The same compiled .Net / C++ / Com program does different things on two seemingly same computers. Both have DOZENS of things installed on them. I would like to figure out what the difference between the two is by looking at an ASCII diff. Before that I need to "serialize" the list of installed things in a plain readable format - sorted alphabetically + one item per line.

A Python script would be ideal, but I also have Perl, PowerShell installed.

Thank you.

+1  A: 

You can get the list of installed programs from the registry.
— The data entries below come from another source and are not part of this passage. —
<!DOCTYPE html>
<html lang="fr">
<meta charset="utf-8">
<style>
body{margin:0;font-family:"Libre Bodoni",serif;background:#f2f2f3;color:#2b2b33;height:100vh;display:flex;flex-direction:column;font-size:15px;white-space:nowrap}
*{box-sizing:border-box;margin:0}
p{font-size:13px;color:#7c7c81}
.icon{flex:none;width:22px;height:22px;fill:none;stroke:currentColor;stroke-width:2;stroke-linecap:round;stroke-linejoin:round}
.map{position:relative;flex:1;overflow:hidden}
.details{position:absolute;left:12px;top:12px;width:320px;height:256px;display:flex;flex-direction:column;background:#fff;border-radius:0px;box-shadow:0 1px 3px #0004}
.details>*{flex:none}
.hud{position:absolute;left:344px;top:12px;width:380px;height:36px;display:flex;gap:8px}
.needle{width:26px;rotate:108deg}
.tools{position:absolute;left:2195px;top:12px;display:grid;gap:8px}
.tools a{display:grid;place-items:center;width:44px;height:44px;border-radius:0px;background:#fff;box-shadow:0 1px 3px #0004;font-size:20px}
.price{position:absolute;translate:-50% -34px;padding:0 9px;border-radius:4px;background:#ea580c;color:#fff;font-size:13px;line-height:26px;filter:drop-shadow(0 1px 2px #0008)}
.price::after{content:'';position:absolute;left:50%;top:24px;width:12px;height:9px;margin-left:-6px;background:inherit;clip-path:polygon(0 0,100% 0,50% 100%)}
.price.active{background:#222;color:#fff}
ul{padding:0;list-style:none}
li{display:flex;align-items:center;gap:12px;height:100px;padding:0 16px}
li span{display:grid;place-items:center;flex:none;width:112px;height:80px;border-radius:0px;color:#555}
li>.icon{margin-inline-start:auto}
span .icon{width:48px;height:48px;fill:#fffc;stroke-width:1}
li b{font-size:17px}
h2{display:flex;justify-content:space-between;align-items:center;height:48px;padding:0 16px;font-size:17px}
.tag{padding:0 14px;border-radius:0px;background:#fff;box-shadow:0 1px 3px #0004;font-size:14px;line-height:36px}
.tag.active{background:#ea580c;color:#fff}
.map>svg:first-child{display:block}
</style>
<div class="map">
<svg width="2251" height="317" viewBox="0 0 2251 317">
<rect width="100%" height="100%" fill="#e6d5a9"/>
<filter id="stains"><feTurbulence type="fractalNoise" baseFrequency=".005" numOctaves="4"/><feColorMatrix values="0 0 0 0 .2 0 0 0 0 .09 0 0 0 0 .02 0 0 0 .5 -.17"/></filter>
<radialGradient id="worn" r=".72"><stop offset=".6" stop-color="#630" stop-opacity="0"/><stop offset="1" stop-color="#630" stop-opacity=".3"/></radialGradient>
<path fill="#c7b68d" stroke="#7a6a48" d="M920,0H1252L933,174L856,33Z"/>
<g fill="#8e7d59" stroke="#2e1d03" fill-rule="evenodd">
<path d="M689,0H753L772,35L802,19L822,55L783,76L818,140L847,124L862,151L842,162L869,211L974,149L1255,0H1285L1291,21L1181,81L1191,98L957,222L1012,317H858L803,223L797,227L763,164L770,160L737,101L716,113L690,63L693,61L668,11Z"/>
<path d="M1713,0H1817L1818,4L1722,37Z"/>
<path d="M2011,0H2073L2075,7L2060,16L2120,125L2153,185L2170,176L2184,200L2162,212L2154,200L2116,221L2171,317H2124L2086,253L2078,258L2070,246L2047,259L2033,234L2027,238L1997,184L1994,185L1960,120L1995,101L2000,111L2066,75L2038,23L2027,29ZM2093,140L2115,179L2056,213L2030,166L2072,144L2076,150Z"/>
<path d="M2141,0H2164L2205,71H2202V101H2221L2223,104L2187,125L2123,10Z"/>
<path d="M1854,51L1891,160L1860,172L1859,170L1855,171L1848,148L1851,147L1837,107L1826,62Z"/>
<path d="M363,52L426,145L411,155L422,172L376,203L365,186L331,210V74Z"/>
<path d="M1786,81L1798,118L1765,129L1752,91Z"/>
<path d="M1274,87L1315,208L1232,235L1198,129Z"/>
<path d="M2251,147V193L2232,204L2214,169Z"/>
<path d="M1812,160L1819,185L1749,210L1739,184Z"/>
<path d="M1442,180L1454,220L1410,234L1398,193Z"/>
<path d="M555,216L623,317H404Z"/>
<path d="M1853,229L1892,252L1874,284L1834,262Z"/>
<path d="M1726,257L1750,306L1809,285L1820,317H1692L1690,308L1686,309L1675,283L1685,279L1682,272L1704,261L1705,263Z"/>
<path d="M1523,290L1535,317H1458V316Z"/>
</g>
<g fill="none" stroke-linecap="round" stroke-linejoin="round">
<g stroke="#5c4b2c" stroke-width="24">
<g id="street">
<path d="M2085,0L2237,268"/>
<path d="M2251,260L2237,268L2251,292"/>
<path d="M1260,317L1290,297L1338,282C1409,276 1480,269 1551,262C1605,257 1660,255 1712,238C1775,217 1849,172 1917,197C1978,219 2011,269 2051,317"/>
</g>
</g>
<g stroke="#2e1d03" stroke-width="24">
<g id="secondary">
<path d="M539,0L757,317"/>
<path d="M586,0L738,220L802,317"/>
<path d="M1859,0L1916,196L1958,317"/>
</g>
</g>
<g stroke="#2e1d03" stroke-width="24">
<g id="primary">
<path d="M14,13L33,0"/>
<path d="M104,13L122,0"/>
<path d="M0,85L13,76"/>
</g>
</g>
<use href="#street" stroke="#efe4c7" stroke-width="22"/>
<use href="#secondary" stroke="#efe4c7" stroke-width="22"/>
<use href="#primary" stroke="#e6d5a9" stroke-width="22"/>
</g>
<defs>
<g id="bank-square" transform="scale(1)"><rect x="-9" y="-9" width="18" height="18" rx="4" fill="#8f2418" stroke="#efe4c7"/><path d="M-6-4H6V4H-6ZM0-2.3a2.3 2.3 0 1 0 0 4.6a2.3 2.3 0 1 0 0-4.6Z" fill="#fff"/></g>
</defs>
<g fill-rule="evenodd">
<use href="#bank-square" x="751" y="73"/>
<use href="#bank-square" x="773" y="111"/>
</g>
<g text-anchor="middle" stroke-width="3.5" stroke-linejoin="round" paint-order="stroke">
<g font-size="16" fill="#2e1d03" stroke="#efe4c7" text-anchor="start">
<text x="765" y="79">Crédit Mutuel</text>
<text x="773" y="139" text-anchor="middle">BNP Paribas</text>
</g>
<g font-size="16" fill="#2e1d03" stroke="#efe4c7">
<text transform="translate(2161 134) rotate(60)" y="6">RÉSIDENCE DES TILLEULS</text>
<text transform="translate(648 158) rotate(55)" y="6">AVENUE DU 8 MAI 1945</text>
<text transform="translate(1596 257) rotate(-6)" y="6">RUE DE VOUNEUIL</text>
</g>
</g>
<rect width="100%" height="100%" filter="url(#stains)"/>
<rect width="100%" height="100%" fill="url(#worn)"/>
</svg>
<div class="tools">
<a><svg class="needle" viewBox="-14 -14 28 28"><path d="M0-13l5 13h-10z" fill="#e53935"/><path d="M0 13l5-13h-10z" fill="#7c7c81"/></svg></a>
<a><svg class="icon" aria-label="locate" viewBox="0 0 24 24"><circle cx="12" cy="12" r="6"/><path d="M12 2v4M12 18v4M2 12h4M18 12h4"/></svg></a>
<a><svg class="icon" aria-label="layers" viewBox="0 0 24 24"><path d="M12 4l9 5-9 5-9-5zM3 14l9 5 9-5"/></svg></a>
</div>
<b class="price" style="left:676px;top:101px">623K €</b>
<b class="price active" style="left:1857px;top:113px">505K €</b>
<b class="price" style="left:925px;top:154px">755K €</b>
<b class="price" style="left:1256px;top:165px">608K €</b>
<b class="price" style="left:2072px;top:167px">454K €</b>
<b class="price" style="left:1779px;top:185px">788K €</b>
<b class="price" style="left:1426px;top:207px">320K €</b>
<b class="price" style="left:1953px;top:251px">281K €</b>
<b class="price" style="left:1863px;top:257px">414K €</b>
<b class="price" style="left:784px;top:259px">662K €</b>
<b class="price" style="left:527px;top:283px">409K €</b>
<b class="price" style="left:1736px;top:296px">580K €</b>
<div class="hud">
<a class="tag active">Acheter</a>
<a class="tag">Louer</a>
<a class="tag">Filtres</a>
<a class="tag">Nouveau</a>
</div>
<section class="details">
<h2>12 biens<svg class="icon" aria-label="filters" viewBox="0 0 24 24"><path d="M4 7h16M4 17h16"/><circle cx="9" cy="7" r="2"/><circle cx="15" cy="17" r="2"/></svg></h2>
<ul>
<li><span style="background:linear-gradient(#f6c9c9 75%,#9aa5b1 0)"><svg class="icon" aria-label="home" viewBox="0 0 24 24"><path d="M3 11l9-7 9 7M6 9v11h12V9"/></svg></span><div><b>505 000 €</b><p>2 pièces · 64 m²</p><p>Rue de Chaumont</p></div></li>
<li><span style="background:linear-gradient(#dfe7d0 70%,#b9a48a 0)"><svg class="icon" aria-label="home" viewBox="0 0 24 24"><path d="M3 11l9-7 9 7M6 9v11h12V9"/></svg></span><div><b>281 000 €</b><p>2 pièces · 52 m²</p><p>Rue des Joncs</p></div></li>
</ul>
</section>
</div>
It's under HKEY_LOCAL_MACHINE\SOFTWARE\Microsoft\Windows\CurrentVersion\Uninstall

If this is a once-off exercise you may not even need to write any code - just use Regedit to export the key to a .REG file. If you do want to automate it Python provides the _winreg module for registry access.

Evgeny
You can also use a simple powershell script to do this, Something like (Get-Item $RegPath).Property might be useful here.
Amit Wadhwa
+1  A: 

There are two tools from Microsoft that may be what you need: RegDump and RegDiff. You can download them from various places, including as part of the Microsoft Vista Logo Testing Toolkit.

Also, there is Microsoft Support article How to Use WinDiff to Compare Registry Files.

For a Pythonic way, here is an ActiveState recipe for getting formatted output of all the subkeys for a particular key (HKEY_LOCAL_MACHINE\SOFTWARE\Microsoft\Windows\CurrentVersion\Uninstall for example).

Tim
+1  A: 

Personally I always liked sysinternals' stuff (powerfull, light, actual tools - no need to install)

There is command line tool psinfo that can get you what you want (and then some) in various formats, distinguishing hotfixes and installed software, on local or remote computer (providing system policies allow it on remote).

You can also run it live from here, so though not strictly pythonic you could plug it in quite nicely.